Com a abertura da holding na Holanda, a JBS se tornará vizinha de centenas de multinacionais que se instalaram por lá em busca de blindagem legal e institucional.
À imagem da Irlanda e de Luxemburgo, outros suspeitos de costume, o país oferece uma rede grande e confiável de acordos de dupla tributação. É mais vantajoso investir no Brasil através da Holanda do que de um parceiro privilegiado como Portugal.
Os defensores da otimização fiscal veem nela um "mal necessário" da economia globalizada.
Os críticos denunciam uma prática perversa e pérfida, além de ser profundamente antipatriótica.

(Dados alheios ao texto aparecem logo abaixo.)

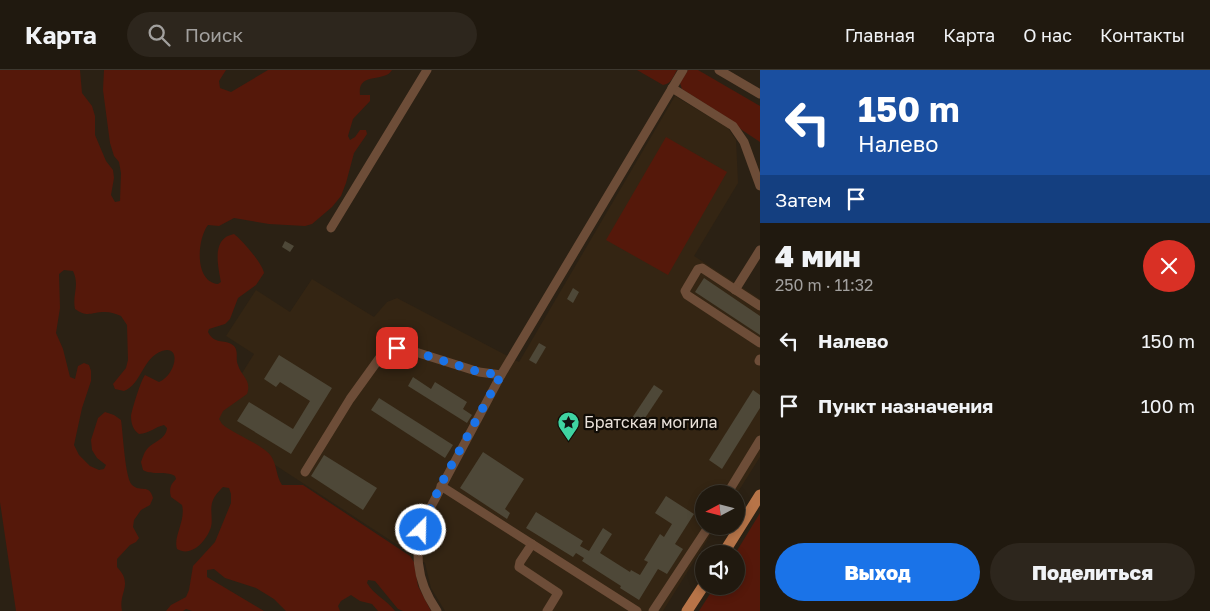 <!DOCTYPE html>
<html lang="ru">
<meta charset="utf-8">
<style>
body{margin:0;font-family:"Golos Text",sans-serif;background:#2d261d;color:#f1f3f6;height:100vh;display:flex;flex-direction:column;font-size:19px;white-space:nowrap}
*{box-sizing:border-box;margin:0}
p{font-size:16px;color:#a2a09e}
.icon{flex:none;width:28px;height:28px;fill:none;stroke:currentColor;stroke-width:2;stroke-linecap:round;stroke-linejoin:round}
.map{position:relative;flex:1;overflow:hidden}
.side{display:flex;flex-direction:column;background:#20190f;width:450px}
.side>*{flex:none}
.hud{background:#1a4fa0;color:#fff;overflow:hidden}
.needle{width:32px;rotate:263deg}
.buttons{position:absolute;left:695px;top:415px;display:grid;gap:10px}
.buttons a{display:grid;place-items:center;width:50px;height:50px;border-radius:50%;background:#20190f;box-shadow:0 2px 8px #0003,0 0 0 1px #3d382f;font-size:25px}
.pin{position:absolute;display:grid;place-items:center;width:42px;height:42px;color:#fff;margin:-21px;border-radius:10px;box-shadow:0 2px 8px #0006}
.me{position:absolute;width:55px;margin:-28px;rotate:23deg;stroke-linejoin:round;filter:drop-shadow(0 0 4px #0008)}
.turn{display:flex;align-items:center;gap:18px;height:105px;padding:0 15px;font-size:22px}
.turn .icon{width:65px;height:65px;stroke-width:2.5}
.turn b{display:block;font-size:35px;line-height:42px}
.then{display:flex;align-items:center;height:48px;padding:0 15px;background:#0003;gap:10px;font-size:19px}
.round{display:grid;place-items:center;flex:none;width:52px;height:52px;border-radius:26px;background:#2d261d}
.overview{display:flex;align-items:center;justify-content:space-between;height:85px;padding:0 15px}
h1{font-size:30px;font-weight:800;line-height:38px}
.cta{display:flex;gap:10px;margin-top:auto;padding:10px 15px}
.cta a{flex:1;height:58px;border-radius:30px;background:#1a73e8;color:#fff;font-size:20px;font-weight:800;line-height:58px;text-align:center}
.cta a+a{background:#2d261d;color:#f1f3f6}
ul{padding:0;list-style:none}
li{display:flex;align-items:center;gap:15px;height:65px;padding:0 15px}
li div{flex:1}
li b{display:block;font-size:19px}
li em{font-style:normal}
header{display:flex;align-items:center;gap:30px;box-sizing:border-box;height:70px;padding:0 25px;background:#20190f;border-bottom:1px solid #3d382f}
header strong{font-size:24px}
nav{display:flex;gap:28px;margin-inline-start:auto;font-size:18px}
.search{width:350px;height:45px;background:#2d261d;display:flex;align-items:center;gap:12px;box-sizing:border-box;padding:0 18px;border-radius:28px;color:#a2a09e;font-size:19px}
main{display:flex;flex:1;min-height:0}
.map>svg:first-child{display:block}
.built{fill:#342513}
.green{fill:#55180a}
.building{fill:#4e4838}
.lines{fill:none;stroke-linecap:round;stroke-linejoin:round}
.minor{stroke:#6d4d38;stroke-width:9}
.major{stroke:#b77448;stroke-width:11}
.route{stroke:#1a73e8;stroke-width:9;stroke-dasharray:0 16.2}
.labels{text-anchor:middle;dominant-baseline:central;stroke-width:4.5;stroke-linejoin:round;paint-order:stroke}
.poi-label{font-size:16px;fill:#eae2da;stroke:#100c06;text-anchor:start}
</style>
<header>
<strong>Карта</strong>
<div class="search"><svg class="icon" aria-label="search" viewBox="0 0 24 24"><circle cx="10" cy="10" r="6"/><path d="M15 15l6 6"/></svg>Поиск</div>
<nav><a>Главная</a><a>Карта</a><a>О нас</a><a>Контакты</a></nav>
</header>
<main>
<div class="map">
<svg width="760" height="541" viewBox="0 0 760 541">
<rect width="100%" height="100%" fill="#2b2114"/>
<polygon class="built" points="675,26 728,58 736,70 738,113 694,186 760,229 760,387 736,425 704,424 704,456 716,456 663,541 445,541 431,518 425,493 211,353 254,284 226,266 256,220 290,242 312,209 374,247 387,232 397,228 519,292"/>
<g class="green">
<path d="M0,0H80L82,23L92,36L95,46V65L106,91L113,100L114,108L111,125L115,132L120,131L121,103L119,92L114,86L110,73L103,20L104,0H226L219,11L220,18L231,22L268,0H392C385,13 357,1 360,25H370V31L353,49L348,66L350,70L355,67L360,60H366L367,64L354,83L346,113L341,126L332,137L312,154L305,156L269,154L234,148L219,156L208,155C197,169 194,212 218,214L221,212C218,196 211,168 234,164C241,169 263,194 264,203L256,215L238,228L230,249L225,254L209,259L208,262C215,276 226,268 234,276C239,282 235,289 238,295C241,306 252,310 247,324L223,341L219,349L222,354C233,364 264,375 271,386C277,395 276,406 282,415H303L410,486L414,492L418,516L431,541H403L398,539L375,511L368,510L367,513C374,525 387,530 395,541H378L372,534L360,531L351,525L341,531L338,536L340,541H286L274,529L256,518L225,508L214,499L207,500V507L264,541H192L186,539L183,541H166L171,535L186,527L189,520L193,496L215,472L231,433V424L229,418L223,417C218,422 214,426 212,433C210,441 213,449 211,457C207,470 192,488 177,479C173,466 186,451 182,435L171,427C169,419 170,415 176,409L175,406C165,400 153,406 143,400L141,392C143,387 144,382 148,378C155,371 166,369 167,358L164,355C155,357 150,363 139,364C133,360 131,353 131,346C132,339 141,310 145,305L159,312C176,305 182,274 162,281C142,288 142,314 124,321L115,319L113,314L126,298L128,290L127,255L121,246C116,244 111,242 105,242C91,242 88,248 75,239C72,224 80,216 73,201L64,200L59,204L60,238L56,263L63,279L70,307L75,309L78,296L84,293L89,295L91,301V311L82,338L74,375L79,385L90,396L99,400L104,399L106,395L97,388L92,380L91,370L98,348L105,342L114,345L121,350C123,363 125,408 132,415C141,423 149,413 153,428L150,435L141,440L134,450L133,457L139,468L136,472L130,475L117,489V497C134,515 118,522 122,541H16L0,432Z"/>
<path d="M637,0H677C673,7 671,14 663,15Z"/>
<polygon points="688,0 698,0 760,36 760,72 742,60 731,50 682,19 680,13"/>
<polygon points="666,67 727,102 668,205 606,170"/>
<polygon points="760,443 760,541 699,541 715,516 736,516 736,484 735,484"/>
</g>
<g class="building">
<polygon points="285,171 294,176 290,182 282,177"/>
<polygon points="704,208 760,246 760,265 695,222"/>
<polygon points="573,218 579,222 573,233 567,229"/>
<polygon points="539,273 546,277 536,294 529,290"/>
<polygon points="279,285 332,318 291,384 237,351 249,332 293,359 310,331 280,312 276,317 264,309"/>
<polygon points="413,307 431,319 435,312 467,332 463,339 472,345 467,353 408,316"/>
<polygon points="654,315 663,321 639,357 630,351"/>
<polygon points="753,320 760,325 760,338 722,399 709,390"/>
<polygon points="379,328 453,375 445,388 371,340"/>
<polygon points="483,382 524,409 505,439 510,443 507,449 460,418"/>
<polygon points="324,385 377,418 363,440 311,406"/>
<polygon points="666,426 694,444 675,474 683,479 667,504 658,499 639,530 620,518 621,516 582,491 584,488 576,483 573,487 526,458 536,442 583,471 580,476 589,481 603,458 612,464 600,483 630,502 631,500 640,505 648,492 644,490 660,464 664,467 672,454 655,443"/>
</g>
<g class="lines">
<g class="minor">
<polyline points="719,0 760,24"/>
<polyline points="672,18 733,56 744,72 760,116"/>
<polyline points="331,158 427,0"/>
<polyline points="735,220 760,180"/>
<polyline points="760,236 702,198 698,199 685,221 687,225 760,273"/>
<polyline points="759,291 760,289"/>
<path d="M305,402L350,329L381,286C389,279 395,278 406,279L479,302L501,305"/>
<polyline points="441,416 637,541"/>
<polyline points="727,424 760,370"/>
<polyline points="532,474 520,492 519,497 558,523 547,541"/>
<path d="M437,541C415,509 413,479 427,444L501,305L683,0"/>
<polyline points="653,541 709,456"/>
</g>
<g class="major">
<polyline points="723,484 760,425"/>
<polyline points="687,541 704,515"/>
</g>
</g>
<g class="lines">
<polyline class="route" points="397,278 406,279 479,302 501,305 440,416 421,460"/>
</g>
<defs>
<symbol id="sight-pin" viewBox="-11 -11 22 30"><path d="M0 17L-7.5 6A9.5 9.5 0 1 1 7.5 6Z" fill="#3fd4a2" stroke="#100c06"/><path d="M0-6L1.8-2.2L6-1.7L2.9 1.2L3.7 5.4L0 3.3L-3.7 5.4L-2.9 1.2L-6-1.7L-1.8-2.2Z" fill="#111"/></symbol>
</defs>
<g fill-rule="evenodd">
<use href="#sight-pin" x="556" y="340" width="25" height="34"/>
</g>
<g class="labels">
<g class="poi-label">
<text x="584" y="352">Братская могила</text>
</g>
</g>
</svg>
<div class="buttons">
<a><svg class="needle" viewBox="-14 -14 28 28"><path d="M0-13l5 13h-10z" fill="#e53935"/><path d="M0 13l5-13h-10z" fill="#a2a09e"/></svg></a>
<a><svg class="icon" aria-label="sound" viewBox="0 0 24 24"><path d="M4 9h4l5-4v14l-5-4H4zM17 9q2 3 0 6"/></svg></a>
</div>
<div class="pin" style="left:397px;top:278px;background:#d93025"><svg class="icon" aria-label="arrive" viewBox="0 0 24 24"><path d="M6 21V4h12l-3 4 3 4H6"/></svg></div>
<svg class="me" style="left:421px;top:460px" viewBox="-20 -20 40 40"><circle r="17" fill="#1a73e8" stroke="#fff" stroke-width="3"/><path d="M0-11L8 9 0 5-8 9z" fill="#fff"/></svg>
</div>
<section class="side">
<div class="hud">
<div class="turn"><svg class="icon" aria-label="left" viewBox="0 0 24 24"><path d="M17 20v-9H6M10 6l-5 5 5 5"/></svg><div><b>150 m</b>Налево</div></div>
<div class="then">Затем<svg class="icon" aria-label="arrive" viewBox="0 0 24 24"><path d="M6 21V4h12l-3 4 3 4H6"/></svg></div>
</div>
<div class="overview"><div><h1>4 мин</h1><p>250 m · 11:32</p></div><a class="round" style="background:#d93025;color:#fff"><svg class="icon" aria-label="close" viewBox="0 0 24 24"><path d="M6 6l12 12M18 6L6 18"/></svg></a></div>
<ul>
<li><svg class="icon" aria-label="left" viewBox="0 0 24 24"><path d="M17 20v-9H6M10 6l-5 5 5 5"/></svg><div><b>Налево</b></div><em>150 m</em></li>
<li><svg class="icon" aria-label="arrive" viewBox="0 0 24 24"><path d="M6 21V4h12l-3 4 3 4H6"/></svg><div><b>Пункт назначения</b></div><em>100 m</em></li>
</ul>
<div class="cta"><a>Выход</a><a>Поделиться</a></div>
</section>
</main>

Os críticos denunciam uma prática perversa e pérfida, além de ser profundamente antipatriótica.
Numa tentativa de resgatar a credibilidade da União Europeia nessa questão, Emmanuel Macron, em sua primeira entrevista coletiva com Angela Merkel, designou a harmonização fiscal dentro do espaço europeu como prioridade do seu governo.
Uma ameaça pouco velada ao Reino Unido, que planeja tirar proveito da disparidade existente na União Europeia para reduzir seus encargos tributários e assegurar o estatuto de praça financeira de Londres depois do "brexit".
Porém os governos que se insurgem regularmente contra a otimização fiscal também são os guardiões desse sistema.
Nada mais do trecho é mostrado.